### Exercise instructions
Search the records for "check". Report every line where it occurs.

### Source records
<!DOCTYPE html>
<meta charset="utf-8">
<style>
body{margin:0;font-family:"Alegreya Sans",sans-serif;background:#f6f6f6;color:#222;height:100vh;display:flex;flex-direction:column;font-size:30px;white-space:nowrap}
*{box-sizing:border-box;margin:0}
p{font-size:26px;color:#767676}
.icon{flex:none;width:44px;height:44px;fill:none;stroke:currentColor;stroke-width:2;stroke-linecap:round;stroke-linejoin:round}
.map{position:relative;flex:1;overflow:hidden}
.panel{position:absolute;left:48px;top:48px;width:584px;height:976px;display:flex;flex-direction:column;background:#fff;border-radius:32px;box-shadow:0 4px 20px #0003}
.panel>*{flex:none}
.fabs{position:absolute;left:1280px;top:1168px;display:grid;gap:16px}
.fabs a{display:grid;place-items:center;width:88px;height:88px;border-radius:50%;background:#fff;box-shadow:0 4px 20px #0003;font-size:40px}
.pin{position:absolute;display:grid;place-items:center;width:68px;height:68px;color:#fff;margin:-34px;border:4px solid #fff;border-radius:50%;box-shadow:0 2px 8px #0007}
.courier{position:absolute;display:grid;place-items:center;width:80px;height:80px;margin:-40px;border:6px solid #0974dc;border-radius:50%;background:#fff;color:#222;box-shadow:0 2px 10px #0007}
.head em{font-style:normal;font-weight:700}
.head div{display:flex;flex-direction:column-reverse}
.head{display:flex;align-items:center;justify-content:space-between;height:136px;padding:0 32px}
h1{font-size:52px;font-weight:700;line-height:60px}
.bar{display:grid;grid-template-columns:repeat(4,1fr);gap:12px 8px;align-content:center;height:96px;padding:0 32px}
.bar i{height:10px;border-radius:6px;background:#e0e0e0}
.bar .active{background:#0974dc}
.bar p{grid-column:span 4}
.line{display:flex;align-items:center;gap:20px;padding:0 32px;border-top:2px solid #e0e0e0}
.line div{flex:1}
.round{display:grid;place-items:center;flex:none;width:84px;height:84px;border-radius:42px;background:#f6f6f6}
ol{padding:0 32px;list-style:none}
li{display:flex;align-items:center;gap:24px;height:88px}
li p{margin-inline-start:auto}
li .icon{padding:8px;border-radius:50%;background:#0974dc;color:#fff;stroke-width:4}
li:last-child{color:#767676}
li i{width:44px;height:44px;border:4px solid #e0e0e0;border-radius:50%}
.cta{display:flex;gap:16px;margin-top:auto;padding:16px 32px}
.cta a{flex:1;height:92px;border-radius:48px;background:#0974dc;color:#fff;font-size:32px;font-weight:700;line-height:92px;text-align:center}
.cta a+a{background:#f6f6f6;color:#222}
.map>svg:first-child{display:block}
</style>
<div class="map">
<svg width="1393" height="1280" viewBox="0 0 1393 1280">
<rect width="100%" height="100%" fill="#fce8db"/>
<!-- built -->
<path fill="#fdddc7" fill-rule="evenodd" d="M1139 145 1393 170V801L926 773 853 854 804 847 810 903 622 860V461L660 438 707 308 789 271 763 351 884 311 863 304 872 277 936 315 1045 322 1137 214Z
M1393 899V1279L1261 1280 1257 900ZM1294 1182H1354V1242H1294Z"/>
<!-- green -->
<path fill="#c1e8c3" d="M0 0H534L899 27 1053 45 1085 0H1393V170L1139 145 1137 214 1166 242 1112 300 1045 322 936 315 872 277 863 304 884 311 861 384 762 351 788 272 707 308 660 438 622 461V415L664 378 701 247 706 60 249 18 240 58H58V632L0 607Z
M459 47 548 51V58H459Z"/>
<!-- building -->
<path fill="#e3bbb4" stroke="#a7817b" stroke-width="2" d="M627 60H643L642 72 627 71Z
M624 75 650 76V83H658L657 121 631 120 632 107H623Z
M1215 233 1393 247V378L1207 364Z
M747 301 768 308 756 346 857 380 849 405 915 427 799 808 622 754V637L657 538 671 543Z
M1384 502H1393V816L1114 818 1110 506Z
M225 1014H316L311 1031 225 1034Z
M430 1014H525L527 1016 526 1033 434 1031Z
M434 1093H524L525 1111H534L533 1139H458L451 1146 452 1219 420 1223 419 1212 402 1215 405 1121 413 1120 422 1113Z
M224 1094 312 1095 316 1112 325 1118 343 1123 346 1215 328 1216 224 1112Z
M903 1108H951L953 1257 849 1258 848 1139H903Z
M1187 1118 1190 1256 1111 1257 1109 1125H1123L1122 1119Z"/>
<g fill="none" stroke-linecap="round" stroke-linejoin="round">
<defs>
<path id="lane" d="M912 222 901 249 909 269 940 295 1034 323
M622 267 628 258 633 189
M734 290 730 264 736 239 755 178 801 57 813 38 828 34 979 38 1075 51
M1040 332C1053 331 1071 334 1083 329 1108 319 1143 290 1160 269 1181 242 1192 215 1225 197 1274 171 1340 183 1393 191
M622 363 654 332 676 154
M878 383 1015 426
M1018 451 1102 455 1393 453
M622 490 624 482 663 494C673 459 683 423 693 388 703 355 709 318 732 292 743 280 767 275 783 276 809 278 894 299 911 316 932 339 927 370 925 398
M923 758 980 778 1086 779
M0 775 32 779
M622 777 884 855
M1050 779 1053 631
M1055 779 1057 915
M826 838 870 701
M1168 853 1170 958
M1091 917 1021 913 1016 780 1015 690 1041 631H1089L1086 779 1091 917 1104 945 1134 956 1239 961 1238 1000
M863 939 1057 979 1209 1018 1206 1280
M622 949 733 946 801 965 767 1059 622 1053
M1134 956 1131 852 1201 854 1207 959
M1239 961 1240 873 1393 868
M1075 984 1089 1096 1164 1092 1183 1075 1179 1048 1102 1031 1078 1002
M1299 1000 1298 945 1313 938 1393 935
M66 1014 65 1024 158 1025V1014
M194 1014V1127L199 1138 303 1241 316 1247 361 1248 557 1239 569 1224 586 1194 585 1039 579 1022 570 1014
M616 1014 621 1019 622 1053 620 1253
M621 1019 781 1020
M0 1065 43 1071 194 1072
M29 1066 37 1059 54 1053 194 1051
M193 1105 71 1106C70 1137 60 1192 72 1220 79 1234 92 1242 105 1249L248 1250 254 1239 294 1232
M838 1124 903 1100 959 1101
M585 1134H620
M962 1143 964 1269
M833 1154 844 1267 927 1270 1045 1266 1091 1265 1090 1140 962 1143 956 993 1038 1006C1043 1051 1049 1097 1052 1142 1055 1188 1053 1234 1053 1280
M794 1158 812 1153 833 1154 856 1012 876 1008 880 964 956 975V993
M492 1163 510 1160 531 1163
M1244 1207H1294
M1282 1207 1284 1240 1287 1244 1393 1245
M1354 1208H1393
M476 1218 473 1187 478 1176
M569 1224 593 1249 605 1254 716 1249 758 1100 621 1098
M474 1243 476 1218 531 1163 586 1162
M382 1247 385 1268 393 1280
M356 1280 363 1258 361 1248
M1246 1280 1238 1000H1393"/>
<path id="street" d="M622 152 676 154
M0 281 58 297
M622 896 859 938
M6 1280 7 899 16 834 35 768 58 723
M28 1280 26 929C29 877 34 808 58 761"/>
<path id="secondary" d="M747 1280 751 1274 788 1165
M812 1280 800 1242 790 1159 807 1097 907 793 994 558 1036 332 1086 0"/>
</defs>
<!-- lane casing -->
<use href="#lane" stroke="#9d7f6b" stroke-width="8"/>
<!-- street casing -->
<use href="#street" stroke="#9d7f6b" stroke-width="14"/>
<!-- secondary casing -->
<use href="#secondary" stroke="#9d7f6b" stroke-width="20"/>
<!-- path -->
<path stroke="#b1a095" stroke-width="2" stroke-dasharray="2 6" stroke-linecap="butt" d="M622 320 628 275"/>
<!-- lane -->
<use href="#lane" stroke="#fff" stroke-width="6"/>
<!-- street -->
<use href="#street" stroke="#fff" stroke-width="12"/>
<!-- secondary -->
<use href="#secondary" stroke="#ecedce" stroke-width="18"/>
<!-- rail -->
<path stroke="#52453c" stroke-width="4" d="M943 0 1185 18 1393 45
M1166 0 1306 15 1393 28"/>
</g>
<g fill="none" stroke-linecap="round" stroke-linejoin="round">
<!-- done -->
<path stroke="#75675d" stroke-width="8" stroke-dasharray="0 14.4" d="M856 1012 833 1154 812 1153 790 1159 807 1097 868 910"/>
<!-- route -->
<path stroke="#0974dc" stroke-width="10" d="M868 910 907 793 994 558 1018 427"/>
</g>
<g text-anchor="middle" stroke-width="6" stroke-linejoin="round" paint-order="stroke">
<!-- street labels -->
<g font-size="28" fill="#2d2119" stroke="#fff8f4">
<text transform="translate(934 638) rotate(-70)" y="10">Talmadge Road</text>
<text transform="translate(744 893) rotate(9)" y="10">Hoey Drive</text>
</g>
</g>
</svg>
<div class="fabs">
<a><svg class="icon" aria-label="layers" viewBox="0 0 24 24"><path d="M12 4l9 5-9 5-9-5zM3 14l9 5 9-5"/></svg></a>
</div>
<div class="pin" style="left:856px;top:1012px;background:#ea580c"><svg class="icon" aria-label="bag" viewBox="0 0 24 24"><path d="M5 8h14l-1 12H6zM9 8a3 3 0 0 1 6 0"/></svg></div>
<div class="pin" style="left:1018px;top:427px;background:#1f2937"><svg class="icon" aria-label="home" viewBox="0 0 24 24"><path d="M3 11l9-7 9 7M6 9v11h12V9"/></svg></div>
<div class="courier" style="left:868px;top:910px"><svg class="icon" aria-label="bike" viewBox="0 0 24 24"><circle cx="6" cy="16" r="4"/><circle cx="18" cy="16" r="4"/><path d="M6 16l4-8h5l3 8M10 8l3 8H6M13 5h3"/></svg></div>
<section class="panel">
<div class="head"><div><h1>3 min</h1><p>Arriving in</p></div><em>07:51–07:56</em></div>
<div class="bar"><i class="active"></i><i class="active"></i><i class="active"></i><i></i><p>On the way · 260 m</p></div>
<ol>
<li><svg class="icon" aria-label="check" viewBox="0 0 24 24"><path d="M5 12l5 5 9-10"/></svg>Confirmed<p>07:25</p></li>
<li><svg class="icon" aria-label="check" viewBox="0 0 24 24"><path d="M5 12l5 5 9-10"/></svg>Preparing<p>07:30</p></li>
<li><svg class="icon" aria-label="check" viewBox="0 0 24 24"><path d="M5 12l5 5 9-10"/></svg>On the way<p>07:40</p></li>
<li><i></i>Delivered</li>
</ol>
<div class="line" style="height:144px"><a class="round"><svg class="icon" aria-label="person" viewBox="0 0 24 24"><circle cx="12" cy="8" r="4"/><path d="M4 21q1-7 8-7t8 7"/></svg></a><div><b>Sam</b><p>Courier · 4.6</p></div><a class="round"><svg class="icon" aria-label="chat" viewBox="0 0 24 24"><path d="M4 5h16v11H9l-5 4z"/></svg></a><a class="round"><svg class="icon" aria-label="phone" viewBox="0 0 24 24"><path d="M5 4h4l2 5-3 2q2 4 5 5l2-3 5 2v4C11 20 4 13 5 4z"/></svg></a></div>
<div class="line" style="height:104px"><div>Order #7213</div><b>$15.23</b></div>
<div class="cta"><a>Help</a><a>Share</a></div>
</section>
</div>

### Answer to this problem
<li><svg class="icon" aria-label="check" viewBox="0 0 24 24"><path d="M5 12l5 5 9-10"/></svg>Confirmed<p>07:25</p></li>
<li><svg class="icon" aria-label="check" viewBox="0 0 24 24"><path d="M5 12l5 5 9-10"/></svg>Preparing<p>07:30</p></li>
<li><svg class="icon" aria-label="check" viewBox="0 0 24 24"><path d="M5 12l5 5 9-10"/></svg>On the way<p>07:40</p></li>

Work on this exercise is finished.